[Data excerpts]
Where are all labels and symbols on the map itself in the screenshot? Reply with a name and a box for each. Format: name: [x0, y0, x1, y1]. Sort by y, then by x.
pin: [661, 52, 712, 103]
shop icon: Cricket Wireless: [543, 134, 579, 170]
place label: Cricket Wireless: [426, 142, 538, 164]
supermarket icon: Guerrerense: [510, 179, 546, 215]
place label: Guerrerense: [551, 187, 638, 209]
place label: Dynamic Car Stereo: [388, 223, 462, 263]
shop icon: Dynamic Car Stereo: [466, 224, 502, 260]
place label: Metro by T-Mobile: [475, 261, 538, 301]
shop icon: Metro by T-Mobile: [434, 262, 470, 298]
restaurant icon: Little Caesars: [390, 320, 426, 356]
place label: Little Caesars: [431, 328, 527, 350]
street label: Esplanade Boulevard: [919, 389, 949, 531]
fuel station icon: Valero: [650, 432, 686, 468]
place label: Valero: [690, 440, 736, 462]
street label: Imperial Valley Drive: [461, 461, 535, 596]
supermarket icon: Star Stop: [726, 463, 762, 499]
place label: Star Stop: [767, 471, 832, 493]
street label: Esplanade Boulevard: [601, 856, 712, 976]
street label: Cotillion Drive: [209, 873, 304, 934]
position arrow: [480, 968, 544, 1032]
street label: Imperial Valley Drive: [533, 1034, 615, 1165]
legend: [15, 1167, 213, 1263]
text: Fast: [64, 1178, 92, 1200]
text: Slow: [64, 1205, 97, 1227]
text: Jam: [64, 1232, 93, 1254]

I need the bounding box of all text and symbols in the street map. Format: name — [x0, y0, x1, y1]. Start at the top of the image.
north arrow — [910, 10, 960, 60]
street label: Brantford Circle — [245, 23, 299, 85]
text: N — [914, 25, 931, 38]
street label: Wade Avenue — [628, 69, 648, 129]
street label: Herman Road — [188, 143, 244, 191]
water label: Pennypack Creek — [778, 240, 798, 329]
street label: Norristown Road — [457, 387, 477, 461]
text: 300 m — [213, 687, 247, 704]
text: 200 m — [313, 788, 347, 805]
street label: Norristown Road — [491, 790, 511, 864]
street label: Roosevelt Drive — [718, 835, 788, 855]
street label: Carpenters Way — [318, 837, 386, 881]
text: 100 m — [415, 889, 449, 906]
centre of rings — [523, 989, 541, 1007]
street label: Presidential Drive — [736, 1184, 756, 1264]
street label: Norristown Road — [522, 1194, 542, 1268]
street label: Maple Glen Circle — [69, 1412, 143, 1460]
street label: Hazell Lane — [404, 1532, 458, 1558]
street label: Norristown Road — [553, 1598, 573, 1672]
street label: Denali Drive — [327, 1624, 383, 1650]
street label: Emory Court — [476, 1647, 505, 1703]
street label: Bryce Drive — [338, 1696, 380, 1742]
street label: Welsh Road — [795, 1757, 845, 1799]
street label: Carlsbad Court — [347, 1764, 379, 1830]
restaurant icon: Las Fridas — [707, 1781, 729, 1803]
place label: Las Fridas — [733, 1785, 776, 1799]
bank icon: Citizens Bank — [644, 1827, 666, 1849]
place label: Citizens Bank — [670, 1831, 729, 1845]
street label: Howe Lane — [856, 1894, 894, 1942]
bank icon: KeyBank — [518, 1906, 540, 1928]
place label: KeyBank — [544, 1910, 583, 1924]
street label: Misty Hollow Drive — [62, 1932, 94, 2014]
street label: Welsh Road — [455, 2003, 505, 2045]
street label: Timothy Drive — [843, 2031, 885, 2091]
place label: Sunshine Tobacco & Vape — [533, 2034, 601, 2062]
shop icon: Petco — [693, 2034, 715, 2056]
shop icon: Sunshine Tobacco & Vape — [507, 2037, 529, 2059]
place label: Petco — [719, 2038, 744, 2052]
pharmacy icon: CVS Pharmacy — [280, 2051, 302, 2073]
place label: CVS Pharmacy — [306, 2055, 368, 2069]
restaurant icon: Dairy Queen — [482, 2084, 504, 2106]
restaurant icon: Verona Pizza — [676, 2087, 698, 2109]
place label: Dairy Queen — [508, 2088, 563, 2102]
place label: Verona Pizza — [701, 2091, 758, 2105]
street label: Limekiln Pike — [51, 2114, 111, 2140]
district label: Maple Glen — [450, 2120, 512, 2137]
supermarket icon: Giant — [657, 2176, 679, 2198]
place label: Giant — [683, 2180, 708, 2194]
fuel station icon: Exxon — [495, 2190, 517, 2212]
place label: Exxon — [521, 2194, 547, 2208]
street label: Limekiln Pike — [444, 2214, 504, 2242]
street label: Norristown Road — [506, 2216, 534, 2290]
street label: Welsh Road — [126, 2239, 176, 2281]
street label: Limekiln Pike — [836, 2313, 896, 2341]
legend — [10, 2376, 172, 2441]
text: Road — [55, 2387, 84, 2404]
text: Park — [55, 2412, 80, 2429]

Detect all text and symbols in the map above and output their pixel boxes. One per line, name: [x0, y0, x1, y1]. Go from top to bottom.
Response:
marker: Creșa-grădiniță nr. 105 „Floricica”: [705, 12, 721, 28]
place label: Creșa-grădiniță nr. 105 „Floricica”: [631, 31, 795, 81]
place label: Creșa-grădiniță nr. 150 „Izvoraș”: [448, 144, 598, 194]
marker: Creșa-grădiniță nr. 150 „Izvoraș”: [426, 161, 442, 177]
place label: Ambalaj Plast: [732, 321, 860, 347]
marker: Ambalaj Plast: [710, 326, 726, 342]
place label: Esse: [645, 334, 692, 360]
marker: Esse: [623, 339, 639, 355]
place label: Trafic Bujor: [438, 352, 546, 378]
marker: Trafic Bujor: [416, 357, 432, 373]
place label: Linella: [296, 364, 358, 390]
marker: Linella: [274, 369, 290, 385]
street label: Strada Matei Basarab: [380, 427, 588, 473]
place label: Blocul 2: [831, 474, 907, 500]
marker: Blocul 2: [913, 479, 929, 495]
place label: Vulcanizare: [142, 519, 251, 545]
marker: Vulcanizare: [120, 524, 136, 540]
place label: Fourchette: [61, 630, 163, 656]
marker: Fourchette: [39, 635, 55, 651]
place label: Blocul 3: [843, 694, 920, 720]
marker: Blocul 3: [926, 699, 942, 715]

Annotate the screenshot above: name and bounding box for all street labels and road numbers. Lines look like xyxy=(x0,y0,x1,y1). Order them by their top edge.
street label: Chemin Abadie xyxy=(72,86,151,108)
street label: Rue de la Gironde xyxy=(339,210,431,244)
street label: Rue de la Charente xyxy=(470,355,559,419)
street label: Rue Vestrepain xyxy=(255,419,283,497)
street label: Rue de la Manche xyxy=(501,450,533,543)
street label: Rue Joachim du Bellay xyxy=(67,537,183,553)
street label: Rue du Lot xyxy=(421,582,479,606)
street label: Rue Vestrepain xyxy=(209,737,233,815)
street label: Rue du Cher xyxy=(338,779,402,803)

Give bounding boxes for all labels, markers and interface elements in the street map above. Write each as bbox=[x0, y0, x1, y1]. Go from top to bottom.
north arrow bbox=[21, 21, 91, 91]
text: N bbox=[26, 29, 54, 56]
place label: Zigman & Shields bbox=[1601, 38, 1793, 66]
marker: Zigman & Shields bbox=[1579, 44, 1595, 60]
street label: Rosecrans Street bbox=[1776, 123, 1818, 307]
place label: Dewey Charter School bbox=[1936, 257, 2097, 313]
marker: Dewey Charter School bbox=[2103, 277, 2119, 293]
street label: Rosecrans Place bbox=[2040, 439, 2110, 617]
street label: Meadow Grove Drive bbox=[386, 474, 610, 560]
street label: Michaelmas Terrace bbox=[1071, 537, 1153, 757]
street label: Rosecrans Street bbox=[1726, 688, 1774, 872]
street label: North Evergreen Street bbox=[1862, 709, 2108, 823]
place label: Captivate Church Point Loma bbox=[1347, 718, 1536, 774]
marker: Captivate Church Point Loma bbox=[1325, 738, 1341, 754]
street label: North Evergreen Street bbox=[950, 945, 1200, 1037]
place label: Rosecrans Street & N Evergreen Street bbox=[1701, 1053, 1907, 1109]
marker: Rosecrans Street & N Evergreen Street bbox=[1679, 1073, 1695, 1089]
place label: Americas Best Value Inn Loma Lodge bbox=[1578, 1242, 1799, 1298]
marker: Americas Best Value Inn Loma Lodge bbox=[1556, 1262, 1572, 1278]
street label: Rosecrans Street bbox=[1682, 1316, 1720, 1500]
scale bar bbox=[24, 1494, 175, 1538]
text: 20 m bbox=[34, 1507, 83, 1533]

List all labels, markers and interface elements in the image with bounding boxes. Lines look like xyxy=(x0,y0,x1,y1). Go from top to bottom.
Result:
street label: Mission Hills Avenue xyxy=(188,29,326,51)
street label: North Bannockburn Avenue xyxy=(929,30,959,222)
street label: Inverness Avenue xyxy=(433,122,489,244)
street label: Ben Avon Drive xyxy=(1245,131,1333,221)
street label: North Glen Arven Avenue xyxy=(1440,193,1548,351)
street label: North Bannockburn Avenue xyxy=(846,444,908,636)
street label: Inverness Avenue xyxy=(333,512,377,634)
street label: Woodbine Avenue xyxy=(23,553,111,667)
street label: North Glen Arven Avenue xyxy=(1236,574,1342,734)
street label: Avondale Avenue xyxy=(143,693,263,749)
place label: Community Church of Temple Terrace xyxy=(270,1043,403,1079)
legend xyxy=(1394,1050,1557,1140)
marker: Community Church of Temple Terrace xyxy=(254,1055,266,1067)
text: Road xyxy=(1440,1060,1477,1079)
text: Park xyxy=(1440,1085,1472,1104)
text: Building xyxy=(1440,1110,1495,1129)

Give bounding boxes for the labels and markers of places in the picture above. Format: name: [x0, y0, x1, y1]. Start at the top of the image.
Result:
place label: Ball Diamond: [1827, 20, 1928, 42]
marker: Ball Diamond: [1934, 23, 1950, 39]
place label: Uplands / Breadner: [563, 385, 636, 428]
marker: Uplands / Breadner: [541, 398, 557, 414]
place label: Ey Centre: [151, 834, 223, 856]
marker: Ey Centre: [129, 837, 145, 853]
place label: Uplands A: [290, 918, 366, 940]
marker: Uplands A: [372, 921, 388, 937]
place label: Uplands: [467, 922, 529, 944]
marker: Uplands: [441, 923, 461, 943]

Description of the task:
Please report only the count of lines in the entries above where the word "Arven" appears.

Your solution:
2